October 2016 Meeting

Speaker: Douglas P. Ridge, Ph.D., University of Delaware

Topic: Fourier transform ion cyclotron resonance studies:  Examples including Infra-red multiphoton dissociation studies of cadmium sulfide metal clusters

Date: Monday, October 17, 2016

Time: 6:15 pm Dinner, 7:15 pm Presentation

Location: Gerstel/Agilent Office, 701 Digital Drive #J, Linthicum Heights, MD 21090 (Directions)

Dinner: Please RSVP to Katherine Fiedler (Katherine.L.Fiedler@fda.hhs.gov) before October 17 if you will be attending the dinner.
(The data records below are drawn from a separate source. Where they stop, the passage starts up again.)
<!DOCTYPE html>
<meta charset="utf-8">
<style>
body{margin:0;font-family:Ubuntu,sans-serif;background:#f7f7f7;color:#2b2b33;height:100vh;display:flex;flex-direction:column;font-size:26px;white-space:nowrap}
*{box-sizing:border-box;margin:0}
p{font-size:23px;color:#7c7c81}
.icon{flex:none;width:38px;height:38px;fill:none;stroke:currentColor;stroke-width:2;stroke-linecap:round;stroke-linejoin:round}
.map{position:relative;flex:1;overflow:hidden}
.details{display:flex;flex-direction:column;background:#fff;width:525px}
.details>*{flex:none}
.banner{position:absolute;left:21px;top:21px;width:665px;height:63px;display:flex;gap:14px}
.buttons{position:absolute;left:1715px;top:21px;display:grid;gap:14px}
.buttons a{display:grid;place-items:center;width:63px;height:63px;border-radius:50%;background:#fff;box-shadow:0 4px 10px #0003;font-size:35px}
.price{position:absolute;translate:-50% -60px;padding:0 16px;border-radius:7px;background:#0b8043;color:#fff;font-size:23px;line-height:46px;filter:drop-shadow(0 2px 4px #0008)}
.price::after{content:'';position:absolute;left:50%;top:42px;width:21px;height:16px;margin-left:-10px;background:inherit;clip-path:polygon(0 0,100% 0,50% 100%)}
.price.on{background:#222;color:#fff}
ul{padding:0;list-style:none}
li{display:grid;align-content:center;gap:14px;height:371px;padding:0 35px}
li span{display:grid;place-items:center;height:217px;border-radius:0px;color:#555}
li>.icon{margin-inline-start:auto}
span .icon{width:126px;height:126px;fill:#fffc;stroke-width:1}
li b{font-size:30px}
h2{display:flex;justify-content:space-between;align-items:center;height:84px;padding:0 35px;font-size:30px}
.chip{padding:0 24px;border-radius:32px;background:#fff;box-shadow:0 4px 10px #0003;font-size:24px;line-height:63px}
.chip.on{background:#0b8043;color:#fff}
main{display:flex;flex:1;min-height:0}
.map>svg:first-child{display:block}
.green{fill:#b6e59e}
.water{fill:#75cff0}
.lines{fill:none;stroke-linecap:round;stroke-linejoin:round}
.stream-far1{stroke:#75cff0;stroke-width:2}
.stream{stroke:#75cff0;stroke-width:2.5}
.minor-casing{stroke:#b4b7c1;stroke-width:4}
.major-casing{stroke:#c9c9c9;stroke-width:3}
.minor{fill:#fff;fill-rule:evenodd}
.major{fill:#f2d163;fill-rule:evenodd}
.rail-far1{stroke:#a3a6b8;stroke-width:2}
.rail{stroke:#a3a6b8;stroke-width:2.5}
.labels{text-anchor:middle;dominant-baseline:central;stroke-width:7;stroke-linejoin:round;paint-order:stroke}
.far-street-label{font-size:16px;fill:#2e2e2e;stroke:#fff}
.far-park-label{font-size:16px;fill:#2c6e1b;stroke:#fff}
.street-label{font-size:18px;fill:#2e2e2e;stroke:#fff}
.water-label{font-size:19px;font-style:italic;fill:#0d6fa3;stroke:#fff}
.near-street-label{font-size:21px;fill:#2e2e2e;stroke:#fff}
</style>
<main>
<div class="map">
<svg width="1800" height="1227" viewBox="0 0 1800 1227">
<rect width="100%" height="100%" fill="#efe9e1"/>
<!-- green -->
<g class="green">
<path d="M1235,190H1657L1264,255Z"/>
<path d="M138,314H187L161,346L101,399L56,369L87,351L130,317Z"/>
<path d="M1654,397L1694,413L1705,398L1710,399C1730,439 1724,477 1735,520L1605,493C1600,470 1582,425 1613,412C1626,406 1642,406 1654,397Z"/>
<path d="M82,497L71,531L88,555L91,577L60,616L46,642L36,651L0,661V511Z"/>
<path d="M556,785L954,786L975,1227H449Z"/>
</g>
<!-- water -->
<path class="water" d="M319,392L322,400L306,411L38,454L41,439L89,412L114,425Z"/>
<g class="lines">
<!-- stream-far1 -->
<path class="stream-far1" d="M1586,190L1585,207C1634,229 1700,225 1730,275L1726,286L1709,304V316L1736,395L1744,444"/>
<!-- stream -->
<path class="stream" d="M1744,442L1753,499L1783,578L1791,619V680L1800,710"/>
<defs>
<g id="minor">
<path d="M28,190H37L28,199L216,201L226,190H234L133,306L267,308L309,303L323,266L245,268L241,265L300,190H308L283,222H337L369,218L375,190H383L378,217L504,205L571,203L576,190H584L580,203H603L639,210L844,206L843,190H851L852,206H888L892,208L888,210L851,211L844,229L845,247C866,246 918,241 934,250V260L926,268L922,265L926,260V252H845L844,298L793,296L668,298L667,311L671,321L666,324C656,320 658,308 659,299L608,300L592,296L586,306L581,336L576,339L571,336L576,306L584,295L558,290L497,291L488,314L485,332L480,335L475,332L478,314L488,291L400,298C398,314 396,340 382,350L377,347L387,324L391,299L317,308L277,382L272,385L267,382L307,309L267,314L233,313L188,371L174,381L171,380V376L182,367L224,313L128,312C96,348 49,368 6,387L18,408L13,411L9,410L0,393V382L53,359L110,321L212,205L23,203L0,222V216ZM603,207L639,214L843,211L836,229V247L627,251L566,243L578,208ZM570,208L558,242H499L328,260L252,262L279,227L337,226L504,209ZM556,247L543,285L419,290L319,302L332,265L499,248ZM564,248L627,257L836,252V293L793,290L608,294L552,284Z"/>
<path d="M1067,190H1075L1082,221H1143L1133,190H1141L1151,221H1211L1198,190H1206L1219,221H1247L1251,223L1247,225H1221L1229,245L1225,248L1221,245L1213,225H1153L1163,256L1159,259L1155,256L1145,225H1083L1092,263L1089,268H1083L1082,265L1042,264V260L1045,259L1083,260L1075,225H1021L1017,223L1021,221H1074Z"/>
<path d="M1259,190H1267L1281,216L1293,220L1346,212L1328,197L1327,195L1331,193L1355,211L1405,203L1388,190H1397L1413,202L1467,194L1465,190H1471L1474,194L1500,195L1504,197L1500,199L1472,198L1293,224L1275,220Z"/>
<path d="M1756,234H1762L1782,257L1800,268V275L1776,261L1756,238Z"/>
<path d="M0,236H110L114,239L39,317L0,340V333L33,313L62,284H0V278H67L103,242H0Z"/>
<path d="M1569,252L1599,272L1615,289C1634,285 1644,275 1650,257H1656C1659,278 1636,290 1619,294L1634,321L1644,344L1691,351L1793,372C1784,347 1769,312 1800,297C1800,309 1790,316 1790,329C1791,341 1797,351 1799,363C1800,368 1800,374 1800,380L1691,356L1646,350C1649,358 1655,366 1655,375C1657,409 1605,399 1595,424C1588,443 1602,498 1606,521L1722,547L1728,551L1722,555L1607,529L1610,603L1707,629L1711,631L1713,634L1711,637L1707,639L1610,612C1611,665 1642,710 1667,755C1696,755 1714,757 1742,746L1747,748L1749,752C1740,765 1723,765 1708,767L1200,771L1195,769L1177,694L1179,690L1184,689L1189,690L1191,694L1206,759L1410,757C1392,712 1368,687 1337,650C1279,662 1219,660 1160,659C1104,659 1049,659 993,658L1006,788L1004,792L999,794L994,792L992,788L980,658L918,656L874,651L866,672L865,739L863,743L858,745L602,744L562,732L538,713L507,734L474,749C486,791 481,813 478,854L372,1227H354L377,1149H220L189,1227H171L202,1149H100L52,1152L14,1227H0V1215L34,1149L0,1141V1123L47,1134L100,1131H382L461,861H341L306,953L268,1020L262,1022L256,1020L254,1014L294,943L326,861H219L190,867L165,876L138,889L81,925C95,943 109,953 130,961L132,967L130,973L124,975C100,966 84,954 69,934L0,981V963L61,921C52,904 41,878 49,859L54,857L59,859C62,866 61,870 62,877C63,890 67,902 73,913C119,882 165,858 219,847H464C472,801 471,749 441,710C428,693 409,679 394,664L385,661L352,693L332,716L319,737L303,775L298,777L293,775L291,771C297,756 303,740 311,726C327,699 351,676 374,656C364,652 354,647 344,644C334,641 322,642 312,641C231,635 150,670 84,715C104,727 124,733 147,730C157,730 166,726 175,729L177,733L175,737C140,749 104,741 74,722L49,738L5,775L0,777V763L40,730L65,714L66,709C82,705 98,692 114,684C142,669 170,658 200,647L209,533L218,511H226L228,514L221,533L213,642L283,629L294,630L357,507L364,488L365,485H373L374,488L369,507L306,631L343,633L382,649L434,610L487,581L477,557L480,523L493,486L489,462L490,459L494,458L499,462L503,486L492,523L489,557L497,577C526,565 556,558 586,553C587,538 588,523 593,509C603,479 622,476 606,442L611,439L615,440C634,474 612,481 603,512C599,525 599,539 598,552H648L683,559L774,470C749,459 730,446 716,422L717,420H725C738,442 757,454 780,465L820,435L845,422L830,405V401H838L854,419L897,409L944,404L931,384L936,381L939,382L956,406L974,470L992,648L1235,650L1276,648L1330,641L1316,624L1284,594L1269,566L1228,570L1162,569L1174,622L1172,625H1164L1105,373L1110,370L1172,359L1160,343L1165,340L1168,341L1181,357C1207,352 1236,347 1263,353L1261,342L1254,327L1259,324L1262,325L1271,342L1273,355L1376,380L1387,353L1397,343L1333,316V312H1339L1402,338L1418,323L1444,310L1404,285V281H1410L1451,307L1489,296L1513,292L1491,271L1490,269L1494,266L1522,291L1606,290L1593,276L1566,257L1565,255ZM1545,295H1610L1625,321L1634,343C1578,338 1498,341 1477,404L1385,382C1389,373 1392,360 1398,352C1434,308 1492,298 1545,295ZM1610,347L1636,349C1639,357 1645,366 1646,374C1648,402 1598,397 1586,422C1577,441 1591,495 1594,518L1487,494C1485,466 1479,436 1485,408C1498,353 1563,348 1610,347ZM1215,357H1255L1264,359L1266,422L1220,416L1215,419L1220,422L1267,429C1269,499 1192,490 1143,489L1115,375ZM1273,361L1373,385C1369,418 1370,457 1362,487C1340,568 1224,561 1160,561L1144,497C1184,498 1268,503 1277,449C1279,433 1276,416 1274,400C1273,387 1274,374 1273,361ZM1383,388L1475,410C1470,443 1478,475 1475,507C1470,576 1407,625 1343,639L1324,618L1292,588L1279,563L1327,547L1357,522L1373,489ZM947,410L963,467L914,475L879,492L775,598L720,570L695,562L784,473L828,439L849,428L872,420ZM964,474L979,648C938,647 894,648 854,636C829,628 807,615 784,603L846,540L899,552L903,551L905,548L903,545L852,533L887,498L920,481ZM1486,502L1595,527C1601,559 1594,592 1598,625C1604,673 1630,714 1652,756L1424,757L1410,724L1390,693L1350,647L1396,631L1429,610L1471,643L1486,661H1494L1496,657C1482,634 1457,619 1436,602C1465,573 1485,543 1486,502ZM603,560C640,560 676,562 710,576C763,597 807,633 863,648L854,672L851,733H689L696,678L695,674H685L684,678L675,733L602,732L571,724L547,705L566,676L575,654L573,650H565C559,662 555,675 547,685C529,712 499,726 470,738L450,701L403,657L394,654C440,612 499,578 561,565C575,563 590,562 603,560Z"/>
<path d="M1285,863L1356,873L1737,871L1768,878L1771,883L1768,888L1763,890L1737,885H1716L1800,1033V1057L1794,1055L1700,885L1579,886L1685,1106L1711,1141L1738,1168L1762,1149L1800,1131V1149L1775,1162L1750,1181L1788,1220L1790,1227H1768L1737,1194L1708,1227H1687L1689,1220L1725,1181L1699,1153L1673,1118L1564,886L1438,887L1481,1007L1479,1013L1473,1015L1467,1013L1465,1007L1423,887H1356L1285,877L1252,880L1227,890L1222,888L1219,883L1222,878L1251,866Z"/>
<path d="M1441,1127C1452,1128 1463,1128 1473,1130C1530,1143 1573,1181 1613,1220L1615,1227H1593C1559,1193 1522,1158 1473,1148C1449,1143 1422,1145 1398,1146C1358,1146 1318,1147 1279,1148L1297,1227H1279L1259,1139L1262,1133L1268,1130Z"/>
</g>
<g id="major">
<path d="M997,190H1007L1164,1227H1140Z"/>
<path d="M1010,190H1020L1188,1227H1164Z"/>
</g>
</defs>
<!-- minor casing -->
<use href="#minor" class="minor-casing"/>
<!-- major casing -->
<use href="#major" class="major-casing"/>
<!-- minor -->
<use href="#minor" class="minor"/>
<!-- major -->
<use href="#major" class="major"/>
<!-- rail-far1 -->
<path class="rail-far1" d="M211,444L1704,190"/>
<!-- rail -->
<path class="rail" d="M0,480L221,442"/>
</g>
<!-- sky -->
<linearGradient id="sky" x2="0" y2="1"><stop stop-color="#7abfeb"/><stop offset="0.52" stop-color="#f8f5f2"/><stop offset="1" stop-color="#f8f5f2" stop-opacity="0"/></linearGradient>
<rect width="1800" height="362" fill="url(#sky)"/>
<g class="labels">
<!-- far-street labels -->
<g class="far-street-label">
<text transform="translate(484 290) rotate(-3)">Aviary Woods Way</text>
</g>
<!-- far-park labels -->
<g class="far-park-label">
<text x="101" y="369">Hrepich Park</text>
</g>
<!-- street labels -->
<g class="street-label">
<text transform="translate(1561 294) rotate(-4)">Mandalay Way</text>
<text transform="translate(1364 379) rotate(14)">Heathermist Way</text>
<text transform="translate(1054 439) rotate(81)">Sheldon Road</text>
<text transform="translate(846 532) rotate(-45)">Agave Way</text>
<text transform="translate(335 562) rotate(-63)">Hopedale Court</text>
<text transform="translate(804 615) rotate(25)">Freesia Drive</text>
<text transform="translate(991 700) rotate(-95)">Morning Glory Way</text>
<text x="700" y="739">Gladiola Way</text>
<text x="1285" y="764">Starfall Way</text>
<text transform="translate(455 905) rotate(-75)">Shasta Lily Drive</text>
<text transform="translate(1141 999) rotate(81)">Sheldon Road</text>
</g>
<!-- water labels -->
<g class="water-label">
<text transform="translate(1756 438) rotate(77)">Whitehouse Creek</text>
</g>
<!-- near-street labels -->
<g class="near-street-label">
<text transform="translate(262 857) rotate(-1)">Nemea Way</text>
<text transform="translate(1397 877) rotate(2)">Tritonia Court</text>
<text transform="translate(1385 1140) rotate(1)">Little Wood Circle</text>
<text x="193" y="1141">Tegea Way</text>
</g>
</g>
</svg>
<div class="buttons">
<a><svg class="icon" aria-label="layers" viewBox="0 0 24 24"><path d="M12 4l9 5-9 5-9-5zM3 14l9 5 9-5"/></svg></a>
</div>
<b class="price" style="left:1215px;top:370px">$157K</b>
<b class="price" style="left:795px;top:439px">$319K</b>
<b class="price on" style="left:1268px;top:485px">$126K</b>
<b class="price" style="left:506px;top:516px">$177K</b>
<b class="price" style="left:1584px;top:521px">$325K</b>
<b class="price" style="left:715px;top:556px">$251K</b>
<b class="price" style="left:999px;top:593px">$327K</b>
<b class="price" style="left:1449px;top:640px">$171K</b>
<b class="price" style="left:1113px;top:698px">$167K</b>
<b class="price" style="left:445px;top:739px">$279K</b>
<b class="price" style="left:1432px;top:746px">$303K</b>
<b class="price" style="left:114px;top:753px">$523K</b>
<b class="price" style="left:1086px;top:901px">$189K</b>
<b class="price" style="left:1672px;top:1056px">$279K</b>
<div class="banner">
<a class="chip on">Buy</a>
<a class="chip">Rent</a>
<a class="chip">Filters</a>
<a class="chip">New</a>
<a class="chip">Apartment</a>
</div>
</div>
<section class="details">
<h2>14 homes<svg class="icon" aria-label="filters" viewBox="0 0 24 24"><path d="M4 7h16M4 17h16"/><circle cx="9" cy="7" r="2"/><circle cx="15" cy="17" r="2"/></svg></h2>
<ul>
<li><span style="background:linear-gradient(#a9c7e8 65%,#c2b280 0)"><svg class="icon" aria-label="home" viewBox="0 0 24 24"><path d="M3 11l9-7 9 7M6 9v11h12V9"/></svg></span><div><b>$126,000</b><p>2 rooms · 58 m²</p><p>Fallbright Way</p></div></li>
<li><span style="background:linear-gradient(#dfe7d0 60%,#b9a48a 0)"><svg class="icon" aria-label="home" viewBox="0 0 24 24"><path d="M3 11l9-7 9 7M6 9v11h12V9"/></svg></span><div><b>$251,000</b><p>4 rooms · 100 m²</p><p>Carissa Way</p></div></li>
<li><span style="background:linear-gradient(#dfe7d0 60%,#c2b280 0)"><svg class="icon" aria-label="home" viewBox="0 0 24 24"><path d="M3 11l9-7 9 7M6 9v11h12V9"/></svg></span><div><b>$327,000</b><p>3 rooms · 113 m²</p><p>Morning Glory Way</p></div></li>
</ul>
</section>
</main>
Abstract: Fourier transform ion cyclotron resonance mass spectrometry involves injecting ions into an electromagnetic trap where they can be detected and mass analyzed on the basis of their cyclotron frequency.  The method facilitates manipulating the trapped ions in various informative ways.  The reactivity of trapped ions can be examined by exposing the trapped ions to reactive gases.  Structure and spectroscopic properties can be examined by subjecting the trapped ions to collisional or photon induced decomposition.  Examples of the applications of these techniques will be described.  In particular the application of these techniques to the study of Cadmium sulfide metal clusters will be described.  These metal clusters are important in marine environments both as potentially toxic pollutants and in relation to the exotic biology found around hydrothermal vents in the ocean floor.  Although cadmium sulfide is insoluble in water metal sulfide clusters can be prepared by electrospraying soluble metal salts such as cadmium acetate and allowing the resulting cadmium acetate clusters to react with H2S in the ion trap.  This results in clusters containing multiple Cd atoms and bisulfide and sulfide counter ions.  The structure of these clusters have been probed by subjecting them to collision induced decomposition, IR multiphoton dissociation, and density functional theory calculations.  Among the conclusions is that when excited the clusters tend to lose preferentially metal atoms forming a series of clusters containing hypervalent polysulfides.